One of the best highlights of my recent Sri Lanka trip was staying on a Tea Estate in Nuwara Eliya for three days with the Estate Manager, Nishantha, his wife Aditha, and daughter,Theru. We also had the company of Aditha’s parents who were visiting from Colombo. The house where they live was built in the late 1800’s –large, but single story and full of quaint originality. They are a lovely family who welcomed us into their home and treated us to yummy traditional meals, lots of fresh tea, good conversation, and friendship.

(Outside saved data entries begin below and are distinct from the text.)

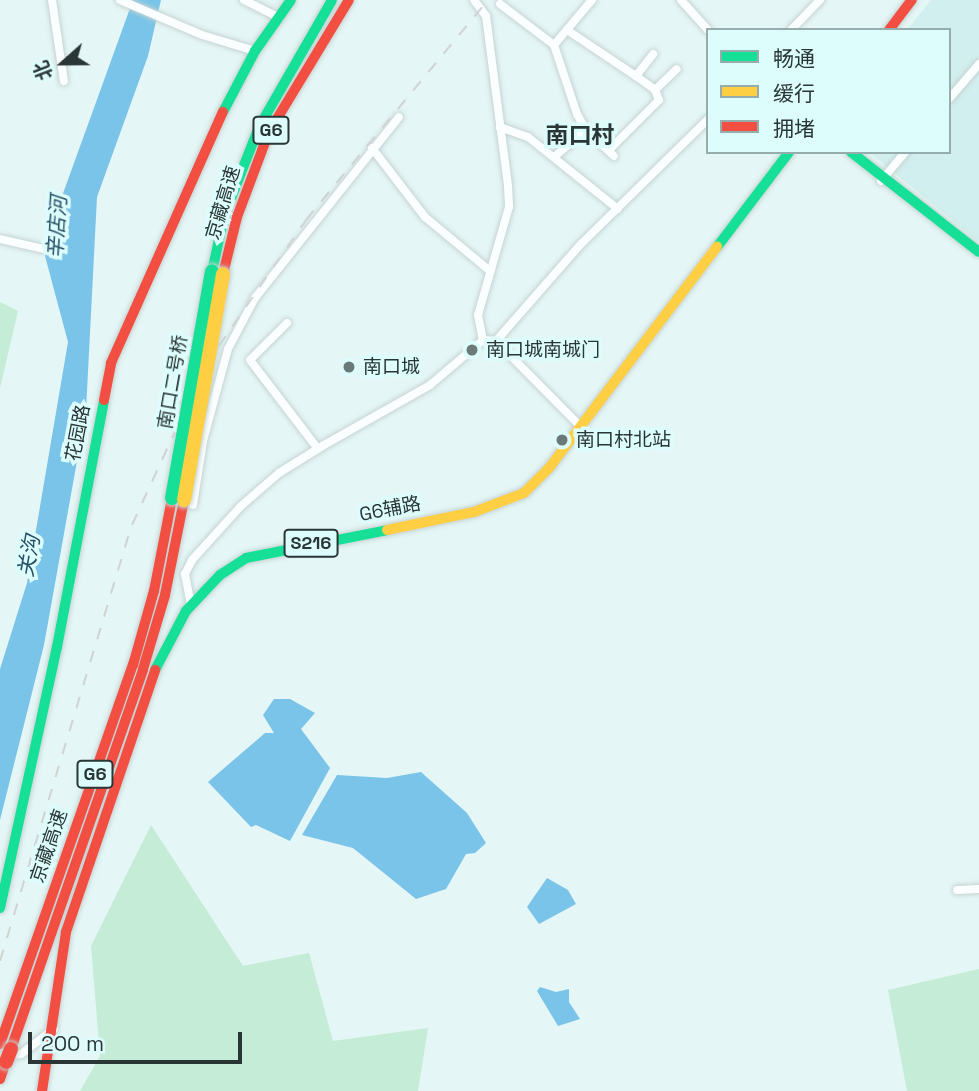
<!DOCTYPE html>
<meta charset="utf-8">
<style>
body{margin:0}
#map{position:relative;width:979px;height:1091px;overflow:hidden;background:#e4f6f5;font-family:"Space Grotesk","Noto Sans SC",sans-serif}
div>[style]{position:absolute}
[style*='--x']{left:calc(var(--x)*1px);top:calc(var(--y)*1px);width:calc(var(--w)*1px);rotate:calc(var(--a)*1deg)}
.built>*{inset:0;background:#d1efee}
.green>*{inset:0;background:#c4ecd6}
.water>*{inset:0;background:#7ac4e9}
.roads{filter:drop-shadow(0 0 2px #c6d3d3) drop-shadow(0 0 2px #c6d3d3)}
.street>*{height:8px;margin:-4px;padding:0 4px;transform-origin:4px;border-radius:4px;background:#fbfefe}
.fast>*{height:10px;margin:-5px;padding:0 5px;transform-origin:5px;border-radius:5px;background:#16e098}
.slow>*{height:10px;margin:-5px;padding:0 5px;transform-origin:5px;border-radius:5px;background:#ffcf43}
.jam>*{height:10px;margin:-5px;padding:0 5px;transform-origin:5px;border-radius:5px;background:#f24e42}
.rail>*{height:2px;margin-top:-1px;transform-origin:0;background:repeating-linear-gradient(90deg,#cfd3d3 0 12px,transparent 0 24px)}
.bridges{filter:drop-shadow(0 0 2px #c6d3d3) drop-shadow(0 0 2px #c6d3d3)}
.fast-bridge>*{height:14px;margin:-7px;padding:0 7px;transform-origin:7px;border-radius:7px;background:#16e098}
.slow-bridge>*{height:14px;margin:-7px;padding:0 7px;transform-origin:7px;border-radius:7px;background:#ffcf43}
.jam-bridge>*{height:14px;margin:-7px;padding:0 7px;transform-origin:7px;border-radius:7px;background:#f24e42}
.dots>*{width:19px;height:19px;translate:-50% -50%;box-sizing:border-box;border:4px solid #ddfdfc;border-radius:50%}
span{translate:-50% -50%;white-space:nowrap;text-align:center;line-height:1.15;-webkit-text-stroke:7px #ddfdfc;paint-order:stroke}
.shield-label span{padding:2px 5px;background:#ddfdfc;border:2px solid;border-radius:5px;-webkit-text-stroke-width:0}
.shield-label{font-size:18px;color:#2a3636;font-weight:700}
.street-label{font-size:19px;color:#2a3636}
.poi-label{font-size:19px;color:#2a3636}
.left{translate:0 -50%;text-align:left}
.water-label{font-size:21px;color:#264f66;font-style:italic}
.quarter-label{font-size:23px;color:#2a3636;font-weight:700}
.legend{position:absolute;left:706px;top:28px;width:245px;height:126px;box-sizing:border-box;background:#ddfdfc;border:2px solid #95adad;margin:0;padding:9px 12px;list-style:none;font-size:21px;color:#2a3636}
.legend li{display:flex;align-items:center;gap:14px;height:35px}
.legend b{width:35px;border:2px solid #95adad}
.north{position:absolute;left:28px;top:28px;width:70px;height:70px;-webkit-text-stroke:5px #ddfdfc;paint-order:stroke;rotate:249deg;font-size:19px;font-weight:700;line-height:28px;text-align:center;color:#2a3636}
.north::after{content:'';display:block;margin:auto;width:24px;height:32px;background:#2a3636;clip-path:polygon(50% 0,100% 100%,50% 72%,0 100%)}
.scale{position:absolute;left:28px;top:1032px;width:214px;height:32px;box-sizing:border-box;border:4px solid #2a3636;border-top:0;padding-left:9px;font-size:21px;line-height:24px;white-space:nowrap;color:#2a3636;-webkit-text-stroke:5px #ddfdfc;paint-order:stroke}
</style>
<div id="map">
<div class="built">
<div style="clip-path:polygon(931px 0,979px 0,979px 242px,869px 152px,949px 152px,949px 30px,907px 30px)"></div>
</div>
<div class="green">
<div style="clip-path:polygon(0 302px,18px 311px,0 388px)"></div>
<div style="clip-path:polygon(151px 825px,243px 966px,309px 953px,333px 1041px,428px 1028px,418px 1091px,80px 1091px,100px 1056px,91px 946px)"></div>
<div style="clip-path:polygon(979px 969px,979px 1091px,907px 1091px,888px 990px)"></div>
</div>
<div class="water">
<div style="clip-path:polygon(133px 0,161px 0,148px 56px,97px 197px,86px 411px,44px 645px,0 820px,0 669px,27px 583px,68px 342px,45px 256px,57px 210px)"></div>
<div style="clip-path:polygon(274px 699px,290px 699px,315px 713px,301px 729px,330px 768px,290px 841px,256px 825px,251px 827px,208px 782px,265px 733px,274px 733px,263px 715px)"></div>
<div style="clip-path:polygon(421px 772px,467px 813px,486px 843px,475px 853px,466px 854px,446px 889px,416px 899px,353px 848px,302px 835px,337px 775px,387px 778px)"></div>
<div style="clip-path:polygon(547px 878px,568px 890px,576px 904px,539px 924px,527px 907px)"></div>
<div style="clip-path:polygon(540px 987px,556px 992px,569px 989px,569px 1002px,580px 1019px,558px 1026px,537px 991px)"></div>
</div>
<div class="roads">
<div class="street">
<div style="--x:52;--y:0;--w:82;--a:81.6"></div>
<div style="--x:120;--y:0;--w:89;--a:23.1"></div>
<div style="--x:202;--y:35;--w:55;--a:16.8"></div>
<div style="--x:244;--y:0;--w:40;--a:26.6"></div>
<div style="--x:474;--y:0;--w:20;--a:53"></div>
<div style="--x:486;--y:16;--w:171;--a:82.6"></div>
<div style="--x:508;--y:186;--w:21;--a:87"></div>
<div style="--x:509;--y:207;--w:112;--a:106"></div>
<div style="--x:478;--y:315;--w:25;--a:79"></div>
<div style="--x:681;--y:0;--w:40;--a:48"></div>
<div style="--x:500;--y:4;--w:68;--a:37.2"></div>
<div style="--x:554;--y:45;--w:73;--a:71.6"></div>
<div style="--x:577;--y:114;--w:18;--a:61"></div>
<div style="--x:586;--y:130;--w:38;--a:43"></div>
<div style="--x:567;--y:30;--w:83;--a:33.7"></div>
<div style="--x:636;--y:76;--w:24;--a:36"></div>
<div style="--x:655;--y:90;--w:11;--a:68"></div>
<div style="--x:659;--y:100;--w:71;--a:135"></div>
<div style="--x:791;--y:30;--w:42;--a:-46"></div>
<div style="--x:554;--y:45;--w:59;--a:-49.8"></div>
<div style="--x:636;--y:76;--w:28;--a:-52"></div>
<div style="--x:655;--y:90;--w:30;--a:-44"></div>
<div style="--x:949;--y:99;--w:46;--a:-49.4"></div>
<div style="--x:500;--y:127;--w:30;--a:20"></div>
<div style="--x:528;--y:137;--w:115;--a:38.7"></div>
<div style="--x:372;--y:148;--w:87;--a:52.5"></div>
<div style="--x:425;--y:217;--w:85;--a:39.7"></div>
<div style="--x:554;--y:157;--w:42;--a:-40.2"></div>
<div style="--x:881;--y:181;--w:38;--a:-50"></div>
<div style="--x:0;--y:239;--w:45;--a:12.8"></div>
<div style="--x:287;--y:323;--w:52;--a:135"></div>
<div style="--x:250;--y:360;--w:112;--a:52.6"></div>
<div style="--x:496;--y:341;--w:128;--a:-48.8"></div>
<div style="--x:580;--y:245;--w:180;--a:-44.5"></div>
<div style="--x:193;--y:505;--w:65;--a:-81.1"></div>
<div style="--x:203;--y:441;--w:95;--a:-74.8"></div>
<div style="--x:228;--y:349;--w:58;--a:-62.1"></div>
<div style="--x:255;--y:298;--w:231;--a:-51.5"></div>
<div style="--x:191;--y:605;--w:32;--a:-101"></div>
<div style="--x:185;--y:574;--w:16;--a:-63"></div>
<div style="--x:192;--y:560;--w:73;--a:-47.8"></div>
<div style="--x:241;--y:506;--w:50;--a:-41"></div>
<div style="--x:279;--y:473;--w:53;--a:-31.9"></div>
<div style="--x:324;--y:445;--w:122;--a:-29.5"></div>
<div style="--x:430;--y:385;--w:70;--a:-40.3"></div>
<div style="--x:483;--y:340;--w:13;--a:4"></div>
<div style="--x:496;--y:341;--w:121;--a:45.3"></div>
<div style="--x:957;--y:890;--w:22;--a:-3"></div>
<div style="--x:0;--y:1057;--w:21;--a:-8"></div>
<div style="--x:21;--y:1054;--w:41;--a:-37.1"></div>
</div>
<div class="fast">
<div style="--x:223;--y:112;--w:69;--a:-62.3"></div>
<div style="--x:255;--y:51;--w:62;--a:-54.8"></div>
<div style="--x:851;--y:152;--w:162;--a:38"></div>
<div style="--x:717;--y:247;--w:119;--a:-52.8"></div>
<div style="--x:212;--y:272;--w:57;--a:-77.9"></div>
<div style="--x:224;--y:216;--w:96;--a:-68.5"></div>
<div style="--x:259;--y:127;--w:146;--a:-60.1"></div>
<div style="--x:155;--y:670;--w:67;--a:-62.3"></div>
<div style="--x:186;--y:611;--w:50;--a:-46.6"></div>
<div style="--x:220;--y:575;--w:31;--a:-33"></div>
<div style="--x:246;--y:558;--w:144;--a:-11.2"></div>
<div style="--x:0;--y:908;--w:267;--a:-77.7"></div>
<div style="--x:57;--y:647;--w:251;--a:-79.2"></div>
</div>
<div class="slow">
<div style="--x:387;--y:530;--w:89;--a:-11.7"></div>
<div style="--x:474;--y:512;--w:53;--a:-20.8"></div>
<div style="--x:524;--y:493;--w:35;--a:-45"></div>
<div style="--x:549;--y:468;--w:278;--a:-52.8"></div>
</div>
<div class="jam">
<div style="--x:889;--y:30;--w:38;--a:-53"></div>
<div style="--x:223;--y:274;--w:59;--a:-76.2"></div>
<div style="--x:237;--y:217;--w:91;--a:-69.4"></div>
<div style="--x:269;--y:132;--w:154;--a:-58.8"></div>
<div style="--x:104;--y:400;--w:38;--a:-79"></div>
<div style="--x:111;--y:363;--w:275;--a:-66"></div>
<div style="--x:0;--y:1044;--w:402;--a:-70.7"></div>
<div style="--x:133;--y:665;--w:77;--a:-74.2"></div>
<div style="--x:154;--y:591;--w:95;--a:-79"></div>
<div style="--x:11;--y:1049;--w:402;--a:-70.8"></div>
<div style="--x:143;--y:669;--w:77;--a:-73.4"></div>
<div style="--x:165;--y:595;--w:97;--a:-78.7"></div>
<div style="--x:0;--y:1079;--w:18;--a:-71"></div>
<div style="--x:42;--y:1091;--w:161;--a:-81.4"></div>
<div style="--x:66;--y:932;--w:277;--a:-71.2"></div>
</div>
</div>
<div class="rail">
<div style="--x:0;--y:961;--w:456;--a:-73.2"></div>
<div style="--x:132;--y:525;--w:175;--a:-65.3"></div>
<div style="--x:205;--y:366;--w:178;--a:-55.3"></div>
<div style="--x:306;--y:220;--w:286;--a:-50.4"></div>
</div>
<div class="bridges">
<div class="fast-bridge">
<div style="--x:172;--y:498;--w:230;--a:-80"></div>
</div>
<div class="slow-bridge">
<div style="--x:184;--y:500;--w:229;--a:-80.2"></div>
</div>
<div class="jam-bridge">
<div style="--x:6;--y:1062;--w:14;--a:-69"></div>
</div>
</div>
<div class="dots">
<div style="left:472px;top:350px;background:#6b7979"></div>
<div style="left:349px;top:367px;background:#6b7979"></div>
<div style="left:562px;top:440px;background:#6b7979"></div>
</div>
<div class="shield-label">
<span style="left:271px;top:130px">G6</span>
<span style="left:311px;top:543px">S216</span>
<span style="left:95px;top:774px">G6</span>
</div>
<div class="street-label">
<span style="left:223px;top:203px;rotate:-73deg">京藏高速</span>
<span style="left:173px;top:382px;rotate:-80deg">南口二号桥</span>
<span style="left:78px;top:433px;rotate:-79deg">花园路</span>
<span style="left:390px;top:509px;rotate:-11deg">G6辅路</span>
<span style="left:49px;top:846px;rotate:-71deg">京藏高速</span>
</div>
<div class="poi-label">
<span class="left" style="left:486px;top:350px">南口城南城门</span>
<span class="left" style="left:363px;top:367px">南口城</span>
<span class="left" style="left:576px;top:440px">南口村北站</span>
</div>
<div class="water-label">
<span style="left:57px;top:227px;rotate:-86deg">辛店河</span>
<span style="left:29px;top:556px;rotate:-80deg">关沟</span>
</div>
<div class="quarter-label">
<span style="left:580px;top:135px">南口村</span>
</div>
<ul class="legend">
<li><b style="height:9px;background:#16e098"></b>畅通</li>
<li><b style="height:9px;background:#ffcf43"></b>缓行</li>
<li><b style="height:9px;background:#f24e42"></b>拥堵</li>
</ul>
<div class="north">北</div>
<div class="scale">200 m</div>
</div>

Dessford Tea Estate is approximately 800 acres of Camellia sinensis—grown and plucked year-round to process into black tea. The tea pluckers, mostly women, live with their families on the Estate grounds and typically, the entire family is involved in the tea business. Many of the men work the tea gardens replacing bushes, grooming, and processing the tea leaves in the factory. For every family on the Estate, a house is provided, or they may elect to request some land to build their own house. The houses we observed were very small and modest—varying a lot in quality and structure.
Most tea processing families live in clusters (kind of like mini-villages), but some live more remotely. The Estate gives the families land to grow vegetables for their own use. There are churches or temples on the estate, as well as a medical clinic and school (Sri Lanka mandates that all children must attend school until age 17).
As an outsider it was all magical and beautiful, but for an Estate Manager’s family it might feel a little remote and isolating. Dessford is about 15 miles from the town center of Nuwara Eliya and while we were visiting the roads were all torn up for replacement. Given a good downpour, the roads got to be a pretty big mess which means you don’t just tootle off to town without a lot of thought and planning.
Very commonly an Estate Manager’s children move to one of the major cities—either Kandy or Colombo with their mother to attend primary school. They come back on long weekends to the Estate, but reportedly that is about once a month. One of the Assistant Estate Managers we met described his life as “married to the tea”. It is truly a way of life in Sri Lanka—accepted for all the advantages and sacrifices.